Soft computing based optimization of a novel solar heliostat integrated energy system using artificial neural networks

Abstract

This study proposes and investigates a novel energy system based on biomass and solar energy. This plant is composed of a biomass unit, a solar unit, and a waste-heat recovery unit. This novel proposed integrated system can provide the needs such as electricity, hydrogen, freshwater, heating, and hot water production. For electricity generation, two gas turbines, one steam Rankine cycle, and one organic Rankine cycle are used. In contrast, for utilization of solar energy, a heliostat field, and for biomass conversion, a gasifier is used. In addition, the desalination unit and PEM electrolyzer are utilized to produce fresh water and hydrogen, respectively. Firstly, the present work aims to investigate the developed system from the exergoeconomic and environmental perspective. Multi-objective optimization is conducted to determine the maximum amount of exergetic efficiency and the minimum value of the cost rate.
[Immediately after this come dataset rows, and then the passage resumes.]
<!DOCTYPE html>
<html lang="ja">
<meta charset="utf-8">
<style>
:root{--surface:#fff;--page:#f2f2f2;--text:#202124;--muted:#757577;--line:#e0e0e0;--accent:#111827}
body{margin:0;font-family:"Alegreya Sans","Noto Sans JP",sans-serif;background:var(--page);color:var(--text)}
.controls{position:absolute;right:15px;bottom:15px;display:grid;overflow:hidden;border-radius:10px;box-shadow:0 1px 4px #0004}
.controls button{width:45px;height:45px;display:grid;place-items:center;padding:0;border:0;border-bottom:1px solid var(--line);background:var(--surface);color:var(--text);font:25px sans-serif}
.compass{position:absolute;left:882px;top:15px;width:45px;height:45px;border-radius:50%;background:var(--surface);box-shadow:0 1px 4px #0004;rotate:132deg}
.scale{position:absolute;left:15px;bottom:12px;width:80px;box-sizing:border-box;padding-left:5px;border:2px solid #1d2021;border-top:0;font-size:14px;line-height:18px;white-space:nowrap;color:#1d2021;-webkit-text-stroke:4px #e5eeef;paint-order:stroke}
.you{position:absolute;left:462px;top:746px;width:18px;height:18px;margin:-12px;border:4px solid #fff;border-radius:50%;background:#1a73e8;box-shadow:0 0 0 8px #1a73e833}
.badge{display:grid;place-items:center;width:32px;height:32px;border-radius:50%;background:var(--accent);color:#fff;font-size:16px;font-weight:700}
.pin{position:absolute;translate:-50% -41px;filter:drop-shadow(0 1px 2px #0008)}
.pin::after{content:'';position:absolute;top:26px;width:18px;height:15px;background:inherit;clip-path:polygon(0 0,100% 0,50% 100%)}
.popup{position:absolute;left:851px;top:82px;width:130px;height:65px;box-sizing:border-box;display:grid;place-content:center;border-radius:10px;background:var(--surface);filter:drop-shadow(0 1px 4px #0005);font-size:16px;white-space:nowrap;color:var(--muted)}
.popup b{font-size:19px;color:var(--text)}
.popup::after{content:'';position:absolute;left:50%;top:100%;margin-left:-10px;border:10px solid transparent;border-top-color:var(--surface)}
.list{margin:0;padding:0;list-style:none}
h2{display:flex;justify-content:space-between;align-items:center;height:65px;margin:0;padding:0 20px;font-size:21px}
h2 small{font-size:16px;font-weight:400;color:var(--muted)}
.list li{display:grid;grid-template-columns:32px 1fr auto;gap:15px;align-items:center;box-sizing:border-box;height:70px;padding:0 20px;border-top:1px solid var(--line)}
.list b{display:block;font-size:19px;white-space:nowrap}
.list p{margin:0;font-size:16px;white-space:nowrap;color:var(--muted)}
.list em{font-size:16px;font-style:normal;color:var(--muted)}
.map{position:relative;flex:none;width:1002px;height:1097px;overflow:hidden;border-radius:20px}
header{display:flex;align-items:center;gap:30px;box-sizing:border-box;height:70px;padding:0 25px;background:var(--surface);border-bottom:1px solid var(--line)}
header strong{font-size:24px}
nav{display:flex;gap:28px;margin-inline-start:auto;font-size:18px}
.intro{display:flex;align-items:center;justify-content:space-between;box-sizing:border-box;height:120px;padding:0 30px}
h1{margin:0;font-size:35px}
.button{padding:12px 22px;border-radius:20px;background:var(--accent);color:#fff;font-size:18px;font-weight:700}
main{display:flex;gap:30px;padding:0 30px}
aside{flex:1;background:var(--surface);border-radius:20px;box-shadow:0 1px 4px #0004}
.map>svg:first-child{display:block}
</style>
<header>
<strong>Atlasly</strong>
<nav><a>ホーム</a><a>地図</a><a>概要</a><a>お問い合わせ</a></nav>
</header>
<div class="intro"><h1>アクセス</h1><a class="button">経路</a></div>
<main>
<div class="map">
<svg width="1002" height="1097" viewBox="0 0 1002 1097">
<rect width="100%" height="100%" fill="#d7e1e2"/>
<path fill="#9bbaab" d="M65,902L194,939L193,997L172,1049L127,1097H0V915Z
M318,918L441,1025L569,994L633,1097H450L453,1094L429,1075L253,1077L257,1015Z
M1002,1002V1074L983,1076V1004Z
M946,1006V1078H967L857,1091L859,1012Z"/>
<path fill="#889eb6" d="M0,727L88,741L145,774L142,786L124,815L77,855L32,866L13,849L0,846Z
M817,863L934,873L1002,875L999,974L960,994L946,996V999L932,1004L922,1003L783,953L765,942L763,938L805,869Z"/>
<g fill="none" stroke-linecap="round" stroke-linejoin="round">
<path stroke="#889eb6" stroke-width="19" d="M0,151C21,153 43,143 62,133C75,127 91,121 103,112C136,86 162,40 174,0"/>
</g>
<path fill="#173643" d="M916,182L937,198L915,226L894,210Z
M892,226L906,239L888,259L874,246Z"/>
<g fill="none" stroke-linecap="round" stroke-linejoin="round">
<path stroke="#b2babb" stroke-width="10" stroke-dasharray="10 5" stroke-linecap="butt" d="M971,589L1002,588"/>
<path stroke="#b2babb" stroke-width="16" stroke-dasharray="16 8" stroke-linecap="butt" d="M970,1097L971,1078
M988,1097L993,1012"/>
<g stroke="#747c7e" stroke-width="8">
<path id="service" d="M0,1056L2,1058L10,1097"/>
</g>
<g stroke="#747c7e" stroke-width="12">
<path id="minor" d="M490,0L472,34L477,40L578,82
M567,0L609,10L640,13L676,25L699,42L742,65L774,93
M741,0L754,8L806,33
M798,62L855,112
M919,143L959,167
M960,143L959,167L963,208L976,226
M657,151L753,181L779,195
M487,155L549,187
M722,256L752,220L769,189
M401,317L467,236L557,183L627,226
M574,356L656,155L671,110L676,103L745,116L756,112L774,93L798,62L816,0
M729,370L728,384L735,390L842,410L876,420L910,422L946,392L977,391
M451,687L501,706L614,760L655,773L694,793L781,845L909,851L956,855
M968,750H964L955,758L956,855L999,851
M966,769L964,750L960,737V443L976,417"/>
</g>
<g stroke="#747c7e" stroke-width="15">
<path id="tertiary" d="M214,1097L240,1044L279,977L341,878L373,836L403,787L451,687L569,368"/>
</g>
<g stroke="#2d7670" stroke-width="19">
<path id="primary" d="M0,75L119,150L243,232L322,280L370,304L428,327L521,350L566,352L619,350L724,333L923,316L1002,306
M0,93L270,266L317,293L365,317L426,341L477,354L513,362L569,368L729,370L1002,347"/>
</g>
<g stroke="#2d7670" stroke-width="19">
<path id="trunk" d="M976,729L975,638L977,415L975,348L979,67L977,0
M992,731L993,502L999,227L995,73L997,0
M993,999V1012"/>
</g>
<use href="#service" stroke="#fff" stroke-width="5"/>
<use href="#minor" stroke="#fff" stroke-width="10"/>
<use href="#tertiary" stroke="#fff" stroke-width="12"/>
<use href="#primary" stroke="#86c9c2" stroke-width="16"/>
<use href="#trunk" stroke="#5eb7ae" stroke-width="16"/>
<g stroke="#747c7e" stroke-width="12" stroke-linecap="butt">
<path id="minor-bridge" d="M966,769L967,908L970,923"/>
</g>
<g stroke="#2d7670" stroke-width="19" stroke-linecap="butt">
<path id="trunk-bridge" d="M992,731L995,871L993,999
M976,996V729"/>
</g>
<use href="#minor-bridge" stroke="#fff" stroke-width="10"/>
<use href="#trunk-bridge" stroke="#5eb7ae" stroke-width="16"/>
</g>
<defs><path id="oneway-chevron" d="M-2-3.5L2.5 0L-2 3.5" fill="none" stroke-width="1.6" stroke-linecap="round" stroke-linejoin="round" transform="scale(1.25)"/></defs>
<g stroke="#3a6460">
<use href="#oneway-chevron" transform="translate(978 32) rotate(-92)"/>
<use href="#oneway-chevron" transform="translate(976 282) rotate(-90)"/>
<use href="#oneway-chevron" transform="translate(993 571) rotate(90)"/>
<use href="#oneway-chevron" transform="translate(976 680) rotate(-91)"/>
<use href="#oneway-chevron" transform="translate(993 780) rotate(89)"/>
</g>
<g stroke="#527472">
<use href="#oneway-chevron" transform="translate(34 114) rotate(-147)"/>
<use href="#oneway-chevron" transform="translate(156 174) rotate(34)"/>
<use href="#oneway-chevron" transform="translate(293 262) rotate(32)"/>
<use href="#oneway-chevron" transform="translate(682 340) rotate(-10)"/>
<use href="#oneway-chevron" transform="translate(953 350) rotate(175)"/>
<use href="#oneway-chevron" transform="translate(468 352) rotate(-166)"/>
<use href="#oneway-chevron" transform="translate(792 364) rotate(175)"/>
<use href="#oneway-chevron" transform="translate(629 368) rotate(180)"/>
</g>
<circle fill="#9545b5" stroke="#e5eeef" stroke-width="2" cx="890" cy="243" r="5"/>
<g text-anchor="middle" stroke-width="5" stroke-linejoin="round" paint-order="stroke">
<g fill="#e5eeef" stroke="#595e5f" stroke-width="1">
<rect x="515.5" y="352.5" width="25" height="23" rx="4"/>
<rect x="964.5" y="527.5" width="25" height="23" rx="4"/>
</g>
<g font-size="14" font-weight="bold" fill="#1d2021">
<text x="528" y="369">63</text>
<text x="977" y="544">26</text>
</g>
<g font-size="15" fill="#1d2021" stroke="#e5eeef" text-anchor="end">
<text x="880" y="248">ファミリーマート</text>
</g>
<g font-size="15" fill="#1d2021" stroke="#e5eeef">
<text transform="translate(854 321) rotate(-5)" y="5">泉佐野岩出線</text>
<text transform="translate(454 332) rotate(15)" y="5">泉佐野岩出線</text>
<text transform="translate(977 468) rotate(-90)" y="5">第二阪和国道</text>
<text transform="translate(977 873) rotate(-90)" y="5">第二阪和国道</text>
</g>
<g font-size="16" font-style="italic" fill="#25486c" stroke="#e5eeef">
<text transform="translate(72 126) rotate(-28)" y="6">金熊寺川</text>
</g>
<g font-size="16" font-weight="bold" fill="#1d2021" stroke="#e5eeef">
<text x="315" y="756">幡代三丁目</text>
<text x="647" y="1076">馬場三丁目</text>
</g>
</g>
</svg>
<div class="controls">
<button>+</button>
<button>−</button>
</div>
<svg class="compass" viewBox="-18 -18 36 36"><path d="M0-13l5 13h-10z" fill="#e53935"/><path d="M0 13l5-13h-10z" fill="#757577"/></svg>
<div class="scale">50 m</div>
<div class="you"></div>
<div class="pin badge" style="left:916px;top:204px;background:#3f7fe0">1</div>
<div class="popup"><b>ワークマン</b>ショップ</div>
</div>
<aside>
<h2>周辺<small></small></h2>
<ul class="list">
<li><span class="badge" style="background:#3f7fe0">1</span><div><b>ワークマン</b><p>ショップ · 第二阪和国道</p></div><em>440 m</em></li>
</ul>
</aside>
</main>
An artificial neural network (ANN) is employed as a mediator tool to accelerate the optimization process. The relation between objective functions and design parameters is studied utilizing ANN to obtain the plant optimal decision variables. Employing the Pareto Envelope-based selection algorithm II (PESA-II) method, the optimum amount for the total cost rate and exergy efficiency is found 224.1 $/h and 26.7%, respectively. In addition, three evolutionary-based optimization algorithms are applied to determine the optimum results of the suggested plant.